As a bayesian statistician, we want to find the posterior distribution of f, that is f|y_1,\cdots,y_n.

Let us have the data (y_1,\mathbf{x}_1),\cdots,(y_n,\mathbf{x}_n), then \begin{equation} \begin{pmatrix} f(\mathbf{x}_1) & \cdots & f(\mathbf{x}_n)\end{pmatrix}^T \sim MVN(\mu\mathbf{1},\Sigma) \tag{15.4} \end{equation} where \Sigma=\sigma^2\mathbf{H}(\phi). For simplicity, assume we work with the exponential covariance function \begin{equation} C_{\nu}(\mathbf{x}_i,\mathbf{x}_j,\phi,\sigma^2)=\sigma^2\exp(-\phi||\mathbf{x}_i-\mathbf{x}_j||) \tag{15.5} \end{equation} then \mathbf{H}(\phi) is an n\times n matrix with the (i,j)th entry of H(\phi) is given by exp(-\phi||\mathbf{x}_i-\mathbf{x}_j||).

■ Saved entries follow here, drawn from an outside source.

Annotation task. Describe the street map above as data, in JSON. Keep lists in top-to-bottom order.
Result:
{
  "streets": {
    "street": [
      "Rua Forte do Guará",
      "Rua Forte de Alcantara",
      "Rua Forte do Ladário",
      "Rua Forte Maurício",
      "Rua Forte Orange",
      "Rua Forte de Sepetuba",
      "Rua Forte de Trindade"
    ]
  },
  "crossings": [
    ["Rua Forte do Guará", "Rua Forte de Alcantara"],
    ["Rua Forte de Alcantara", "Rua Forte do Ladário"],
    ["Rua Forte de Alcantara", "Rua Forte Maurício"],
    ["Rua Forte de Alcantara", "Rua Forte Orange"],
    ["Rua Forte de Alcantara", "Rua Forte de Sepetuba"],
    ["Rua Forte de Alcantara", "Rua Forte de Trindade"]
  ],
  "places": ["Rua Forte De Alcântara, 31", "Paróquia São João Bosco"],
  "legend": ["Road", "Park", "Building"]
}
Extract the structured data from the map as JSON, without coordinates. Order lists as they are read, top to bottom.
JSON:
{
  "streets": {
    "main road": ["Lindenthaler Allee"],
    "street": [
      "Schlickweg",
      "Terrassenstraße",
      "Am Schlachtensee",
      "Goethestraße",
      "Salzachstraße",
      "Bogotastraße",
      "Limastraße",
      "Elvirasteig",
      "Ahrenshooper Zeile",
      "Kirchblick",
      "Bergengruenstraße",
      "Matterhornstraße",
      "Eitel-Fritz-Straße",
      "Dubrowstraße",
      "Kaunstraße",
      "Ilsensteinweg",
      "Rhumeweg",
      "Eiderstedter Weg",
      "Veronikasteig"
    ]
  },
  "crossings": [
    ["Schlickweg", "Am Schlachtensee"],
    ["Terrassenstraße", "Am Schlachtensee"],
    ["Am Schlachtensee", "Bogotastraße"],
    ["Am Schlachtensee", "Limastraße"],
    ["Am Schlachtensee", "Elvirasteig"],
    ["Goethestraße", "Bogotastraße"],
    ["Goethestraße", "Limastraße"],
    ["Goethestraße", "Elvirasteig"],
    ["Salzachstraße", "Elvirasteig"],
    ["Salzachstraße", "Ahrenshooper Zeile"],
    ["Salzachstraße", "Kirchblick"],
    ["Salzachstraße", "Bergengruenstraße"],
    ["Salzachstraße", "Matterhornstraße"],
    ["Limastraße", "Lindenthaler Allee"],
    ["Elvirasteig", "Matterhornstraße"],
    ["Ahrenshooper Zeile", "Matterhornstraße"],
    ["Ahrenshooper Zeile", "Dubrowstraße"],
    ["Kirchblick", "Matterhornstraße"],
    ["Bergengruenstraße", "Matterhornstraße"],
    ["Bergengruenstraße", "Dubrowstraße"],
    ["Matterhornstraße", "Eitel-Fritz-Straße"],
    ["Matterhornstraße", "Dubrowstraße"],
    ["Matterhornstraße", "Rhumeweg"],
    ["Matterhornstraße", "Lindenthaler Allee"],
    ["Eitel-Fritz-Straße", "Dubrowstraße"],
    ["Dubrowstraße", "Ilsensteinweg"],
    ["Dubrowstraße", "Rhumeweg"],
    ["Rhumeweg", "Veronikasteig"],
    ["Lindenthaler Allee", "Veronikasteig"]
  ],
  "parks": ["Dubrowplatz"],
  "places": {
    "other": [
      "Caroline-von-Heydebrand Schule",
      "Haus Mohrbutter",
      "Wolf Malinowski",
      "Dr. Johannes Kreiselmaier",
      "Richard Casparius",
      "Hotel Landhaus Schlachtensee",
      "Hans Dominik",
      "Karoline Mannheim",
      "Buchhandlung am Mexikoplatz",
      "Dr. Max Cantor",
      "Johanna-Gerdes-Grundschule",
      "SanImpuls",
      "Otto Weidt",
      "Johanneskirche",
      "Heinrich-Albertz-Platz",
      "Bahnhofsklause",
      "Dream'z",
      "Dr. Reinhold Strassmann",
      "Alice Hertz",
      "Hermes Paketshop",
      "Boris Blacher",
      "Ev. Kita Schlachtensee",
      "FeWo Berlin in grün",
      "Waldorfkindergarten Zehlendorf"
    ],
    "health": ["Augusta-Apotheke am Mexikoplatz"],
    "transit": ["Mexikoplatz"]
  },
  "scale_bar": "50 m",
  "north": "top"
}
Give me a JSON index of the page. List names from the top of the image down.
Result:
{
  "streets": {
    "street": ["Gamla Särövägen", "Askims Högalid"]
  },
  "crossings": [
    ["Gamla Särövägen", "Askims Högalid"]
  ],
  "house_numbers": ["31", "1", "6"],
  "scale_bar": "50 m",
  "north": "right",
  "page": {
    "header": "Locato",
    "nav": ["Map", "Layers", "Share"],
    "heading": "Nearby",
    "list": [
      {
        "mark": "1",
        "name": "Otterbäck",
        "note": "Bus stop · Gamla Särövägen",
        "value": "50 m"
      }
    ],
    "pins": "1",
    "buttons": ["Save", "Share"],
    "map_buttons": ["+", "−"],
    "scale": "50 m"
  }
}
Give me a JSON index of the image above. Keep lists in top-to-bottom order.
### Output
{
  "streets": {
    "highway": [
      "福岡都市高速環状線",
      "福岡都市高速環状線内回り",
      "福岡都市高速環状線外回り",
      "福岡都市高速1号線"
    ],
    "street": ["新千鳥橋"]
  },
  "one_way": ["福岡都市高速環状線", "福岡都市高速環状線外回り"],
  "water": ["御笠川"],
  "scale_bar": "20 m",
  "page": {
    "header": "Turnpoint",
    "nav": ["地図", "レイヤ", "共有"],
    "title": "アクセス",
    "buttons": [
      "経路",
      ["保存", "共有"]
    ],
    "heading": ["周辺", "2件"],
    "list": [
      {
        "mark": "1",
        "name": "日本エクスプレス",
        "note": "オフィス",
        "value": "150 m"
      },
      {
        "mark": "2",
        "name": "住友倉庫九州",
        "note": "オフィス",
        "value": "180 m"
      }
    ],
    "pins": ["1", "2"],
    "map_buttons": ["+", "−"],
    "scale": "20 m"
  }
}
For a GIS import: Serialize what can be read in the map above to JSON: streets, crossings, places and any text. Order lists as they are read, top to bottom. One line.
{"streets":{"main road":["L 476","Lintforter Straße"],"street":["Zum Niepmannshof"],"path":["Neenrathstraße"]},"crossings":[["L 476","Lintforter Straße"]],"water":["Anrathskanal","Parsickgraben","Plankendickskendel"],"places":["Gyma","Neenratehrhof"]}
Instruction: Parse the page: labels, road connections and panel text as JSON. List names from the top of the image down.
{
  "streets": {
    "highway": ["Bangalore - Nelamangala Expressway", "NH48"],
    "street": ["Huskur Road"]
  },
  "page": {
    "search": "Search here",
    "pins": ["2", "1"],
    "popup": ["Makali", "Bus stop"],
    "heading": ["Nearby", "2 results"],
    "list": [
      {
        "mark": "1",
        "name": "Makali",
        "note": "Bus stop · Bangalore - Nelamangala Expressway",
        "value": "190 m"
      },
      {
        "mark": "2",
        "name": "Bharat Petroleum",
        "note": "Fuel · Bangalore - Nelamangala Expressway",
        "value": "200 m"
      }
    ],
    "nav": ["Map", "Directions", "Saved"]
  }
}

Let \mu\sim P(\mu)=N(\mu|a_{\mu},b_{\mu}), \sigma^2\sim P_{\sigma}(\sigma^2)=IG(\sigma^2|a_{\sigma},b_{\sigma}), \tau^2\sim P_{\tau^2}(\tau^2)=IG(\tau^2|a_{\tau},b_{\tau}) and \phi\sim P_{\phi}(\phi)=Unif(a_{\phi},b_{\phi}) be the prior distribution for the model parameters. Utlimately it turns out that the model can be written hierarchically as: \begin{equation} \begin{split} &\mathbf{y}\sim N(\begin{pmatrix} f(\mathbf{x}_1) & \cdots & f(\mathbf{x}_n)\end{pmatrix}^T,\tau^2I)\\ &\begin{pmatrix} f(\mathbf{x}_1) & \cdots & f(\mathbf{x}_n)\end{pmatrix}^T \sim MVN(\mu\mathbf{1},\Sigma)\\ &\mu\sim N(\mu|a_{\mu},b_{\mu}),\quad \sigma^2\sim IG(\sigma^2|a_{\sigma},b_{\sigma})\\ &\tau^2\sim IG(\tau^2|a_{\tau},b_{\tau}),\quad \phi\sim Unif(a_{\phi},b_{\phi}) \end{split} \tag{15.6} \end{equation}

Just for notational simplicity, denote \boldsymbol{\theta}=\begin{pmatrix} f(\mathbf{x}_1) & \cdots & f(\mathbf{x}_n)\end{pmatrix}^T, our job is to estimate the posterior distribution of \mu,\tau^2,\sigma^2,\phi and \boldsymbol{\theta}.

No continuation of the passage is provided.